Here are some more things in the news today...

Betsy Woodruff and Erin Banco at the Daily Beast: Paul Erickson, Russian Agent Maria Butina's Boyfriend, Indicted for Fraud. "Paul Erickson, the American political operative and boyfriend of admitted Russian agent Maria Butina, has been indicted by a federal grand jury in South Dakota on charges of wire fraud and money laundering. The U.S. attorney for the district of South Dakota is handling the prosecution, which is separate from the case that was lodged against Butina in Washington, D.C. Erickson, 56, was arrested on Tuesday and entered a plea of not guilty at an arraignment, according to the court filings." The charges stem from various schemes in which Erickson engaged to defraud elderly and disabled people.

[Content Note: Nativism; border militarization; video may autoplay at link] Courtney Kube and Carol E. Lee at NBC News: Pentagon Moving 250 Active-Duty Troops to Eagle Pass, Texas, Citing Migrant Caravan. "The Pentagon is moving 250 active duty troops to the border town of Eagle Pass, Texas, in advance of the arrival of a new caravan of migrants, according to a statement Wednesday by Defense Department spokesperson Capt. Bill Speaks. The move reflects [Donald] Trump's mention of a 'human wall,' but comes amid increasing frustration among Pentagon leaders with the continued border requests from Homeland Security Secretary Kirstjen Nielsen. Under the new directive, the troops will be moved from Arizona to Texas and — in a sign of the Pentagon's frustrations — will not represent an increase in the overall number of U.S. troops assigned to the border mission." Yikes.

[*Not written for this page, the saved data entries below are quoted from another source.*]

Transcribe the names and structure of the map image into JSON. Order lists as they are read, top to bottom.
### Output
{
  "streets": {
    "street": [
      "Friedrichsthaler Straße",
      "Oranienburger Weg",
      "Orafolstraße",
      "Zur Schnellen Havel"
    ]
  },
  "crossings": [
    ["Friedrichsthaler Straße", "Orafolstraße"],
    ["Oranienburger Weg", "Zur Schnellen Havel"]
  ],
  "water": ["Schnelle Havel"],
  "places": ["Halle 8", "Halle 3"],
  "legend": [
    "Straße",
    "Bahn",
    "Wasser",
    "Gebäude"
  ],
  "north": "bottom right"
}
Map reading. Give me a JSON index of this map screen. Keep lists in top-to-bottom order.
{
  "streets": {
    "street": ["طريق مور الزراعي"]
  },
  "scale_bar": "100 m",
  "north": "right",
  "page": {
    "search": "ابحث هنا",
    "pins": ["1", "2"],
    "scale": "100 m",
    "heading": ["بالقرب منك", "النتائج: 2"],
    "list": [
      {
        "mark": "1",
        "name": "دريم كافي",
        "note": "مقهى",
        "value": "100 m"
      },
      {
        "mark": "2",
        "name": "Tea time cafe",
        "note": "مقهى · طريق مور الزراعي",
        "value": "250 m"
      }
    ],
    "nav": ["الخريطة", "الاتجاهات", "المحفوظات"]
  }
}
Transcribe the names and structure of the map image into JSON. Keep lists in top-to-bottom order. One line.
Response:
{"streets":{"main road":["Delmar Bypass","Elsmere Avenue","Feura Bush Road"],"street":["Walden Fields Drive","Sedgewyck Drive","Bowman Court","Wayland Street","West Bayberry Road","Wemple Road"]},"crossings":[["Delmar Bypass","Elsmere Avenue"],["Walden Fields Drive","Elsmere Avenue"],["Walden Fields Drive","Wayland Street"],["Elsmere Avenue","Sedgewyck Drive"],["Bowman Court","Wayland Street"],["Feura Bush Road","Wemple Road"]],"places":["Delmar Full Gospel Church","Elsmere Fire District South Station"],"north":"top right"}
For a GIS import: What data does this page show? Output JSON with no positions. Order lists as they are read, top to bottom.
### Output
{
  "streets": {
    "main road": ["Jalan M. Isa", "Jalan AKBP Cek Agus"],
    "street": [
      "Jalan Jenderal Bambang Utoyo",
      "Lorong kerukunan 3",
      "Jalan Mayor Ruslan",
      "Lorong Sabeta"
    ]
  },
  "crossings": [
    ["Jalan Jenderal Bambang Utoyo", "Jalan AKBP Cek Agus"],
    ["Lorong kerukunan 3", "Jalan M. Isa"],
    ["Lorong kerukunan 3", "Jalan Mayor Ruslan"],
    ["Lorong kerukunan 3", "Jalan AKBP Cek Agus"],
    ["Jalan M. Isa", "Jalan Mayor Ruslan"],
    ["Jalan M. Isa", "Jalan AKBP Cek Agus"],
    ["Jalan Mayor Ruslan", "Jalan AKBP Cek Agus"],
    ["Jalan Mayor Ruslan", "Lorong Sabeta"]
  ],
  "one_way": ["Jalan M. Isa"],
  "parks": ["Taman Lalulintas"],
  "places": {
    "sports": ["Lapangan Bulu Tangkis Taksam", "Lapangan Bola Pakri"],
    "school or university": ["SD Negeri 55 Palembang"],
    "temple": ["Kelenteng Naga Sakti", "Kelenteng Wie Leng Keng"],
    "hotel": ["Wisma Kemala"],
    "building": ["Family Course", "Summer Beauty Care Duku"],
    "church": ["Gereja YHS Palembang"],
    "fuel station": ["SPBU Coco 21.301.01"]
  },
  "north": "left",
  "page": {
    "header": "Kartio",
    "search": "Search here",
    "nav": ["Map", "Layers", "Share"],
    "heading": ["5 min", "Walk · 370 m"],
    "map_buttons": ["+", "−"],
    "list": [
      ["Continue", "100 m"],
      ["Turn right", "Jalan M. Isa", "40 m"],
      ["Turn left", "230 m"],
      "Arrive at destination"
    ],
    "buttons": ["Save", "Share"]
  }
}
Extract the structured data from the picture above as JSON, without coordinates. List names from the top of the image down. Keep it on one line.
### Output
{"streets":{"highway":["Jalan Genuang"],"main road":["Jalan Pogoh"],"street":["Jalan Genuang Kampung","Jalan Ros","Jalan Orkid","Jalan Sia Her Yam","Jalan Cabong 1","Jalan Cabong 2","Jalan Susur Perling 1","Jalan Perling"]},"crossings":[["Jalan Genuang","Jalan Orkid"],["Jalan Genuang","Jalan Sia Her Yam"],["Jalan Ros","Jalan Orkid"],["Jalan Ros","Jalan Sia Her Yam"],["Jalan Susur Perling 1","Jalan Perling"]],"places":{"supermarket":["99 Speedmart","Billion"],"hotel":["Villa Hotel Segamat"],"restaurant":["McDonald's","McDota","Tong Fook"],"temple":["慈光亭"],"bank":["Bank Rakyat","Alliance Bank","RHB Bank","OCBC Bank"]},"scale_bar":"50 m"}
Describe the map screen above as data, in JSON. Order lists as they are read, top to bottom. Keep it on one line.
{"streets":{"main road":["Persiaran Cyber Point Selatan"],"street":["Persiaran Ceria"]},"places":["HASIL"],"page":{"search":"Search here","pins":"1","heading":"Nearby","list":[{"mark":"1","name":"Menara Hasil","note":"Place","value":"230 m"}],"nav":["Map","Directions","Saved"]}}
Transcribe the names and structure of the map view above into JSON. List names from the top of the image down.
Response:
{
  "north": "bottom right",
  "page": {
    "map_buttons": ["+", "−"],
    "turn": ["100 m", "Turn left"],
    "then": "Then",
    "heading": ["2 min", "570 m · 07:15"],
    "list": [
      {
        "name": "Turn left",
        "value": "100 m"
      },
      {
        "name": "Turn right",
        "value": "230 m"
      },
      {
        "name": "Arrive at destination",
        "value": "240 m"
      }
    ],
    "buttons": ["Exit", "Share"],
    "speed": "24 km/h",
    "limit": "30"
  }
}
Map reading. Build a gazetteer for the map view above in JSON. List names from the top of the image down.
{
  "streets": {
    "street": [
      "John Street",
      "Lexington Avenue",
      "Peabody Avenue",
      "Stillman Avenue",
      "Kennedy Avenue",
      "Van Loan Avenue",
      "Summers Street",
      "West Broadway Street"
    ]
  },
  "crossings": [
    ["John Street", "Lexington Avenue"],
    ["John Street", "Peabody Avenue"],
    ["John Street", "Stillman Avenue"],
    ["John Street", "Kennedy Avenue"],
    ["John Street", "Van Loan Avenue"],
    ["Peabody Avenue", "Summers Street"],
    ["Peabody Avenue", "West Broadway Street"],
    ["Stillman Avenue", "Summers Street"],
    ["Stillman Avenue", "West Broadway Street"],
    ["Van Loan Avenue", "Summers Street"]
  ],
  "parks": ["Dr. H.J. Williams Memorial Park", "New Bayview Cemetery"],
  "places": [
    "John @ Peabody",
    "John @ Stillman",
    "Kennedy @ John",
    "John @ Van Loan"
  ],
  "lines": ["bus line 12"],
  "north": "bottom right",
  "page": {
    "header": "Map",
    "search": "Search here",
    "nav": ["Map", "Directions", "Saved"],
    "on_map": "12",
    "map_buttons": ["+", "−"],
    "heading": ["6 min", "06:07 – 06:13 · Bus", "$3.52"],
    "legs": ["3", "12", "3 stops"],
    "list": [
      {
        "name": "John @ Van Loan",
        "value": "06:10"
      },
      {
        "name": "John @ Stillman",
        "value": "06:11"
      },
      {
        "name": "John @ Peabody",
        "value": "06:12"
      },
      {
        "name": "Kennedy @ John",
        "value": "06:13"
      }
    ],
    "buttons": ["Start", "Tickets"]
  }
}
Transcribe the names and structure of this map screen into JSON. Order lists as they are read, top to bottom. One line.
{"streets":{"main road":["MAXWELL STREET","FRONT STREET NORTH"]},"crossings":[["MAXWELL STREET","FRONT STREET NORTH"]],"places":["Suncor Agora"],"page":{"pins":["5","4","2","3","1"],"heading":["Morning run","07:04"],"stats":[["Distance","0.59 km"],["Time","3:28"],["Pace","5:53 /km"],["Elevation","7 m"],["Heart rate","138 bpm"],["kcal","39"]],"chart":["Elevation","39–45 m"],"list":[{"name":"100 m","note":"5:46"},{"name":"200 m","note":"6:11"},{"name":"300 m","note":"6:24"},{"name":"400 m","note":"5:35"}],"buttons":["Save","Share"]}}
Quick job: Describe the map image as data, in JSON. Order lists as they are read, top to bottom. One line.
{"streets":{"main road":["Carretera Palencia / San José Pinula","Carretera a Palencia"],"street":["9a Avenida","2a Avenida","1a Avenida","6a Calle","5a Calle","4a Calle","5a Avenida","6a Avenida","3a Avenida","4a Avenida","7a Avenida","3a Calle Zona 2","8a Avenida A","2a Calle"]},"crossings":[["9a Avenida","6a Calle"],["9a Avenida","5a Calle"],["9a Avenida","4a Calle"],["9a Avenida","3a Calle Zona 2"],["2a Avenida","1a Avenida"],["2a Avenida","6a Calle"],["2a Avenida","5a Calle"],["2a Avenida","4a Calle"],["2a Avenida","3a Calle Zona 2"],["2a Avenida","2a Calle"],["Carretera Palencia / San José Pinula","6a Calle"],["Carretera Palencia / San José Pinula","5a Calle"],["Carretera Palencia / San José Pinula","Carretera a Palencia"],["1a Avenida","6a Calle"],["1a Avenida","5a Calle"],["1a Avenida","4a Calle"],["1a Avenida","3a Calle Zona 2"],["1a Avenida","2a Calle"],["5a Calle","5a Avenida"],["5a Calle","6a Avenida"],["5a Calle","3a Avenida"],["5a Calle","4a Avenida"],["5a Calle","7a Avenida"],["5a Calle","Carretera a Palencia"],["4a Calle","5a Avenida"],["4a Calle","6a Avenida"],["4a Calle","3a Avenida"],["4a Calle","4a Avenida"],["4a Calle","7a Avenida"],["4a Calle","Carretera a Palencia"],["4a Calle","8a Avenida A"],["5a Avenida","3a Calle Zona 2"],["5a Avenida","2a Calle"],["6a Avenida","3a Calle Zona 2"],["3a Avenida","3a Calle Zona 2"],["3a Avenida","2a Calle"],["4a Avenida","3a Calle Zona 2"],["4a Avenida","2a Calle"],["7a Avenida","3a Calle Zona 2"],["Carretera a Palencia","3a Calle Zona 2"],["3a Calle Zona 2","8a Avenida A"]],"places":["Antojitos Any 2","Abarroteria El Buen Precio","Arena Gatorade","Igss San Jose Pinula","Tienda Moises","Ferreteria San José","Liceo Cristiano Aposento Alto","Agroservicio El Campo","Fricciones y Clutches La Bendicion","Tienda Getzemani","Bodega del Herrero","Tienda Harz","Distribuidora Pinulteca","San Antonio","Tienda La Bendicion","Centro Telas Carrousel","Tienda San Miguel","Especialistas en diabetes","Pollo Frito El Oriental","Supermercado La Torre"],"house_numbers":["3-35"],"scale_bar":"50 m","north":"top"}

Joshua Eaton at ThinkProgress: Trump Forges Ahead with Plans for North Korea Summit, Defying His Security Advisers. "Donald Trump announced plans for a second summit with North Korean leader Kim Jong-un, as experts — including his own military and security advisers — warned that the upcoming meeting is likely to yield as few tangible results as the first one. ...'Kim Jong-un has to be extremely pleased that he's been able to get legitimacy on an international front, and has done virtually nothing to change his behavior within his own country,' Sen. Ben Cardin (D-MD), who sits on the Senate Foreign Relations Committee, told CNN on Wednesday. 'It is baffling, again, as to what the president expects to achieve by a second summit.'" Regional destabilization and the ability to keep making absurd claims like how he averted war with North Korea, which he said in his SOTU and his dipshit cultists actually believe.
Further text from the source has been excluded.